The Use of Thermal Techniques in the Characterization of Bio-Sourced Polymers

The public pressure about the problems derived from the environmental issues increasingly pushes the research areas, of both industrial and academic sectors, to design material architectures with more and more foundations and reinforcements derived from renewable sources. In these efforts, researchers make extensive and profound use of thermal analysis. Among the different techniques available, thermal analysis offers, in addition to high accuracy in the measurement, smartness of execution, allowing to obtain with a very limited quantity of material precious information regarding the property-structure correlation, essential not only in the production process, but overall, in the design one. Thus, techniques such as differential scanning calorimetry (DSC), differential thermal analysis (DTA), dynamic mechanical analysis (DMA) and thermogravimetric analysis (TGA) were, are, and will be used in this transition from fossil feedstock to renewable ones, and in the development on new manufacturing processes such as those of additive manufacturing (AM).
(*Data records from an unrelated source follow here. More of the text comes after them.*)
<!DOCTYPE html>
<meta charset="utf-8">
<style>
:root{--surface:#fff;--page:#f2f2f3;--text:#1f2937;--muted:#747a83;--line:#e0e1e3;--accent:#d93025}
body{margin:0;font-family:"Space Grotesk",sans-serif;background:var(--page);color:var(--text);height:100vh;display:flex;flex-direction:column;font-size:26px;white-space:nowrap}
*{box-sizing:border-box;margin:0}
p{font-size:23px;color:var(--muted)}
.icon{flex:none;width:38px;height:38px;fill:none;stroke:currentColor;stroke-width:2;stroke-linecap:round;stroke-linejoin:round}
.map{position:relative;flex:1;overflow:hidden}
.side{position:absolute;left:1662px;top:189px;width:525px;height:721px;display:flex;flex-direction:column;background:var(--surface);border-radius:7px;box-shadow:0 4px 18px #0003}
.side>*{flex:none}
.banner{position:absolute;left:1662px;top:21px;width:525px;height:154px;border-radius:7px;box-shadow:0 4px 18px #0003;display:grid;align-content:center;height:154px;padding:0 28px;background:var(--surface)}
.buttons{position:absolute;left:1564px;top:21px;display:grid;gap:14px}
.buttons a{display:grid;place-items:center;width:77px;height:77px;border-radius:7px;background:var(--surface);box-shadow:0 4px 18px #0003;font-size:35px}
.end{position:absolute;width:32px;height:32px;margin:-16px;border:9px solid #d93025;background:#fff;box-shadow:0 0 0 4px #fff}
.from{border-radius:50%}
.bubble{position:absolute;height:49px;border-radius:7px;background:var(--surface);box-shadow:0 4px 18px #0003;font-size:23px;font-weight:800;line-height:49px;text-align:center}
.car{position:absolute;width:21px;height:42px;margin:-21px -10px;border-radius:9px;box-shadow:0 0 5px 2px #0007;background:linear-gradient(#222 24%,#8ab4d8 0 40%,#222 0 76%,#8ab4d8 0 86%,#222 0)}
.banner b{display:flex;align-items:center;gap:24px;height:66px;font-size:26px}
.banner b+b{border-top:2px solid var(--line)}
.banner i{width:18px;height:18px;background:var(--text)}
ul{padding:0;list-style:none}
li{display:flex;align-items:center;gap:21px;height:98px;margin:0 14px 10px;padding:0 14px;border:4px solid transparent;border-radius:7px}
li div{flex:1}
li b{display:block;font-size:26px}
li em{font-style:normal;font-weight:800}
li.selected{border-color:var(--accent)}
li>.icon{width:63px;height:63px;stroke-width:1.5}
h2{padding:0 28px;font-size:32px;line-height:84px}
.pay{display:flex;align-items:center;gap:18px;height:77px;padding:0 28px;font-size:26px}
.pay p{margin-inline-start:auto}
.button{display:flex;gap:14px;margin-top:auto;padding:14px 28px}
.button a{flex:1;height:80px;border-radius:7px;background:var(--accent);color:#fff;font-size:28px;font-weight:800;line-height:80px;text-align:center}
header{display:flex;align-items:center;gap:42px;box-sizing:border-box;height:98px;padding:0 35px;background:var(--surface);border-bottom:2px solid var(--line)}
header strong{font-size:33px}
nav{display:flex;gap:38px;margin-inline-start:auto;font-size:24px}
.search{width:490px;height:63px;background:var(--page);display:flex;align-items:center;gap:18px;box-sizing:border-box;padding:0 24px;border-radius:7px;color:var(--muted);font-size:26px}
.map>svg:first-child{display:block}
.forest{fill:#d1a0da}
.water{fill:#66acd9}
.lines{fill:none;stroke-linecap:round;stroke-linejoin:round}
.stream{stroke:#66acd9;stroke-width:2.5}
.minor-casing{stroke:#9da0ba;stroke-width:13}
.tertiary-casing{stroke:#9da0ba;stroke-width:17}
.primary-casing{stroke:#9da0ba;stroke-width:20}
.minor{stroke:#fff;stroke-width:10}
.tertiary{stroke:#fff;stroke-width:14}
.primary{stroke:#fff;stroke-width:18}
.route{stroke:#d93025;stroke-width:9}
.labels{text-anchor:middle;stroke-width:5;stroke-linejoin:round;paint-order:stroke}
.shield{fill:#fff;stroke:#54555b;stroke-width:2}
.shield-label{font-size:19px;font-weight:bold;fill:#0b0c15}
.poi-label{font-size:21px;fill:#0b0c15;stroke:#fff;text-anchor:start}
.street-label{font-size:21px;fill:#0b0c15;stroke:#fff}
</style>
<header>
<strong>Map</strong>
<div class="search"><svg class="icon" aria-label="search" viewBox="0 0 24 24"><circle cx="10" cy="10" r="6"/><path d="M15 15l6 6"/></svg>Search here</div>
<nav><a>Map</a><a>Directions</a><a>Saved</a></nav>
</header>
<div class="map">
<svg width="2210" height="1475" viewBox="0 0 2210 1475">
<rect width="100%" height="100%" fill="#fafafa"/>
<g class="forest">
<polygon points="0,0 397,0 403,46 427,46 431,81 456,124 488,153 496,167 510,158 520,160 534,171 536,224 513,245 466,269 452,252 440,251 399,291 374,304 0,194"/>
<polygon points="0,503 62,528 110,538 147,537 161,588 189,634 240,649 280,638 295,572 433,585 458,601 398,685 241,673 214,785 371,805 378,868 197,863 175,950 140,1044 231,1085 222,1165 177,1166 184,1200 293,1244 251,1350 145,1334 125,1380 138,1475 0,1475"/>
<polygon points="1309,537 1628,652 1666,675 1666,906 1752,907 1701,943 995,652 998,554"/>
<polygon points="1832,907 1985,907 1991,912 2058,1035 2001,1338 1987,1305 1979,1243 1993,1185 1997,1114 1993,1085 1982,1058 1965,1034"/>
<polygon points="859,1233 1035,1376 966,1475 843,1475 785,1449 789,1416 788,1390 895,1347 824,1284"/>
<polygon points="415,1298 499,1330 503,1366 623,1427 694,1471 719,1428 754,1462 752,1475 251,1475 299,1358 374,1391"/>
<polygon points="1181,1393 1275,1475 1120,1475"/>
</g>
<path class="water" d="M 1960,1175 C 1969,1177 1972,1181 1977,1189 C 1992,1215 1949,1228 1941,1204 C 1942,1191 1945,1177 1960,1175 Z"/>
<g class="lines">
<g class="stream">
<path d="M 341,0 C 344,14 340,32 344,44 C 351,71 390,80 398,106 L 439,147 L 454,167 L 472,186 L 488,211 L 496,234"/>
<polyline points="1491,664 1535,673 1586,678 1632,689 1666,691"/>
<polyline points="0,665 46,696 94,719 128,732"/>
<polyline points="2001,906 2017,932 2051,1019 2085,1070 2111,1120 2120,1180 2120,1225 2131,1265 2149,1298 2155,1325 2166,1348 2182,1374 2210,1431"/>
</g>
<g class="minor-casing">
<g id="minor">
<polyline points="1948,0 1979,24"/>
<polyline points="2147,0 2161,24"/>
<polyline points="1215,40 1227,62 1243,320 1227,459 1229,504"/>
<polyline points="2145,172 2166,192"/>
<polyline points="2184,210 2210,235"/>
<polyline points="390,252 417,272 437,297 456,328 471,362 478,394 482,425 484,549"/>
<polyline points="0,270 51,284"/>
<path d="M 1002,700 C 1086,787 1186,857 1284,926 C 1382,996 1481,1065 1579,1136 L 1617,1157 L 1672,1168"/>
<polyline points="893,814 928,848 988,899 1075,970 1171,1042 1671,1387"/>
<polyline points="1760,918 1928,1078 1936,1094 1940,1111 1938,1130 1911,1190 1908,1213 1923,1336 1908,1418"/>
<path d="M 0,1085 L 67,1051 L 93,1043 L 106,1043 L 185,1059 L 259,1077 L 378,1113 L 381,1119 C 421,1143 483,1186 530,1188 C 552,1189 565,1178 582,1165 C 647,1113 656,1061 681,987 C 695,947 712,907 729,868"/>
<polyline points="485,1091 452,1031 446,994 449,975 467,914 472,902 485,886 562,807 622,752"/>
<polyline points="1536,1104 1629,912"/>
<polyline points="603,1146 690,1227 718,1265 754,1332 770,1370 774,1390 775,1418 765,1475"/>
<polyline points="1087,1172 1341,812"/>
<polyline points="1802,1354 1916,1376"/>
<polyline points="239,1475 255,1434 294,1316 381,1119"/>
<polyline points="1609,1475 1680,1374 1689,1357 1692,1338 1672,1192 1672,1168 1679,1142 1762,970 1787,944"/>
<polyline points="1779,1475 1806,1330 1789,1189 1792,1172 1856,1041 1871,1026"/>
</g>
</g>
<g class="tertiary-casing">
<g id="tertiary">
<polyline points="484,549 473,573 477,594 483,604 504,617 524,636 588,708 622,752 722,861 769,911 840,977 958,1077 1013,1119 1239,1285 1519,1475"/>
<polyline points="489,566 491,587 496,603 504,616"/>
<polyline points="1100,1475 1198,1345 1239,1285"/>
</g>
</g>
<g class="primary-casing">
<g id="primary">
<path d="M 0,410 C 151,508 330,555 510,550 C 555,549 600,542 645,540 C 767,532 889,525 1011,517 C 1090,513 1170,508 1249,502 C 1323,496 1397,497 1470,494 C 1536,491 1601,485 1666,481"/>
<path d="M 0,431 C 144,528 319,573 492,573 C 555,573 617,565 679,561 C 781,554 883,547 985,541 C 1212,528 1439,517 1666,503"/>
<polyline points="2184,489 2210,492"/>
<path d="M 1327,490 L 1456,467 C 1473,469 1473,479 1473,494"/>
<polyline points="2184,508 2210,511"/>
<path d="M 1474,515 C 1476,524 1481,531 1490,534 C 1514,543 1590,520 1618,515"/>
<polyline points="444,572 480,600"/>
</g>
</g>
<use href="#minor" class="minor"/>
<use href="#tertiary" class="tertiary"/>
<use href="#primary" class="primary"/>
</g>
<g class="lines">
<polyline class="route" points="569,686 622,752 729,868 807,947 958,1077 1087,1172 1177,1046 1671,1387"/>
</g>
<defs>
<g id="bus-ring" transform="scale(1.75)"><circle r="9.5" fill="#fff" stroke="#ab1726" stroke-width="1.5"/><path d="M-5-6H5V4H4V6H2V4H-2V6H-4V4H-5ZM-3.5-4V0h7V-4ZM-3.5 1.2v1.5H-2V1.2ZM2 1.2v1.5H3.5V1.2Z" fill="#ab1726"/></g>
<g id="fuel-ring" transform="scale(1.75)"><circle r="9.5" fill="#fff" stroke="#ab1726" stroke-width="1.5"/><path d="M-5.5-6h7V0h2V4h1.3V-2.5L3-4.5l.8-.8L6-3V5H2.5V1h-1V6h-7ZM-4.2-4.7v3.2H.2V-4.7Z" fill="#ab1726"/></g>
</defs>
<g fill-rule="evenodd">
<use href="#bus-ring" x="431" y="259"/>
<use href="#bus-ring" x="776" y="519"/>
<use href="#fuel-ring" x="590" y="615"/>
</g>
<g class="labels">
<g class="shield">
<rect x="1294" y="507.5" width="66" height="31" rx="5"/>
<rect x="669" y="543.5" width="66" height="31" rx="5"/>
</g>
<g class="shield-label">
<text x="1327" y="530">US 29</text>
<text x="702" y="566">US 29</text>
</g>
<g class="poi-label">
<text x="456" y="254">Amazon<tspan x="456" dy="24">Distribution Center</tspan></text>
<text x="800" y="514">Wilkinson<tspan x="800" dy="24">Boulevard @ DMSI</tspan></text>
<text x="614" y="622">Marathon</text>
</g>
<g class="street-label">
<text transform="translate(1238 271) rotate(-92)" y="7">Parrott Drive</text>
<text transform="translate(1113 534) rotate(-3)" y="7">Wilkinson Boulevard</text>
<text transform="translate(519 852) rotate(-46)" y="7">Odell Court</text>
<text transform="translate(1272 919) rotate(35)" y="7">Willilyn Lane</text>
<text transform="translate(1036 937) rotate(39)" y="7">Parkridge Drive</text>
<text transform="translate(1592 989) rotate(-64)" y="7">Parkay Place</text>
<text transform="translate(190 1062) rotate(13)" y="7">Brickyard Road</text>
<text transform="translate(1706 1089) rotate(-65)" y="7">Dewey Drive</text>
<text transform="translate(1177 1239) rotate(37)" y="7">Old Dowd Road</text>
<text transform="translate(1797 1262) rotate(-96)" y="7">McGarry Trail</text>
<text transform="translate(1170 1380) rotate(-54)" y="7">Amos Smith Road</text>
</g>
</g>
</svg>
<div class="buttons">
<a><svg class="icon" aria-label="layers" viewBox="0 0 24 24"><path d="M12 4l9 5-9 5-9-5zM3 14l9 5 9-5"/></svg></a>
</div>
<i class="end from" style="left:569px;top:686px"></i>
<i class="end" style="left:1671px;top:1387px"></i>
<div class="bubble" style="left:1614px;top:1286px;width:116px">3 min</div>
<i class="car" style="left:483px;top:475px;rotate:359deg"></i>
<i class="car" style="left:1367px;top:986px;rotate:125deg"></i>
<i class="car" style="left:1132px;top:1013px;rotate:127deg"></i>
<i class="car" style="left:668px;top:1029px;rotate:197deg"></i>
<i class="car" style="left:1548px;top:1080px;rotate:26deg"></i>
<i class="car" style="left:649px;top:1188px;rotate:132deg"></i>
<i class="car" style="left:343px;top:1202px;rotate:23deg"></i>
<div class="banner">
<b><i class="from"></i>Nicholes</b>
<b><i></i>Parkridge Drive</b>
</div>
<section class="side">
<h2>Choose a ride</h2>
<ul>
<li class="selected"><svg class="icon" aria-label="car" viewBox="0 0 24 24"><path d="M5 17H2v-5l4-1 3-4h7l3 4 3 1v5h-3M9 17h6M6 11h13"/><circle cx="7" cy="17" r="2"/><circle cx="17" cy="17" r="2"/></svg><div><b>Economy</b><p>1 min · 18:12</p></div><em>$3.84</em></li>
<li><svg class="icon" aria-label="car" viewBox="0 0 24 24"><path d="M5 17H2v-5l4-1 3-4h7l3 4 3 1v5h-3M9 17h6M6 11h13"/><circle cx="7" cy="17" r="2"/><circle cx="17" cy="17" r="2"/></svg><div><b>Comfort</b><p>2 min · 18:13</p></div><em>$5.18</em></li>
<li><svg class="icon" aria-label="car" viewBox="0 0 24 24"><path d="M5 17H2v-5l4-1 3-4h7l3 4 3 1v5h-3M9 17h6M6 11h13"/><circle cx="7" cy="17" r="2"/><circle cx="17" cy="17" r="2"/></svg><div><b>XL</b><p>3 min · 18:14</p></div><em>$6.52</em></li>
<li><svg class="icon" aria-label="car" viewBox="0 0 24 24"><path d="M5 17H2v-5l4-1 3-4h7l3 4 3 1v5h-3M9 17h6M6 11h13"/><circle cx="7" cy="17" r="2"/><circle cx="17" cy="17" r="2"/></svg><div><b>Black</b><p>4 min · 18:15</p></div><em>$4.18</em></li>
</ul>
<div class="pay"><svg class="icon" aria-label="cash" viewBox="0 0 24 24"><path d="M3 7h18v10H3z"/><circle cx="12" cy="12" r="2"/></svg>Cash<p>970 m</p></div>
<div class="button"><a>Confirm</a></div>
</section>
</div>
In this review, we report the state of the art of the last two years, as regards the use of thermal techniques in biopolymer design, polymer recycling, and the preparation of recyclable polymers as well as potential tools for biopolymer design in AM. For each study, we highlight how the most known thermal parameters, namely glass transition temperature (T-g), melting temperature (T-f), crystallization temperature (T-c) and percentage (%c), initial decomposition temperature (T-i), temperature at maximum mass loss rate (T-m), and tan delta, helped the researchers in understanding the characteristics of the investigated materials and the right way to the best design and preparation.

Automated summary

The increasing public pressure surrounding environmental issues is driving both industrial and academic research areas to design material architectures using renewable sources. Thermal analysis techniques such as DSC, DTA, DMA, and TGA play a crucial role in understanding material properties and guiding the best design and preparation processes during the transition from fossil to renewable feedstock.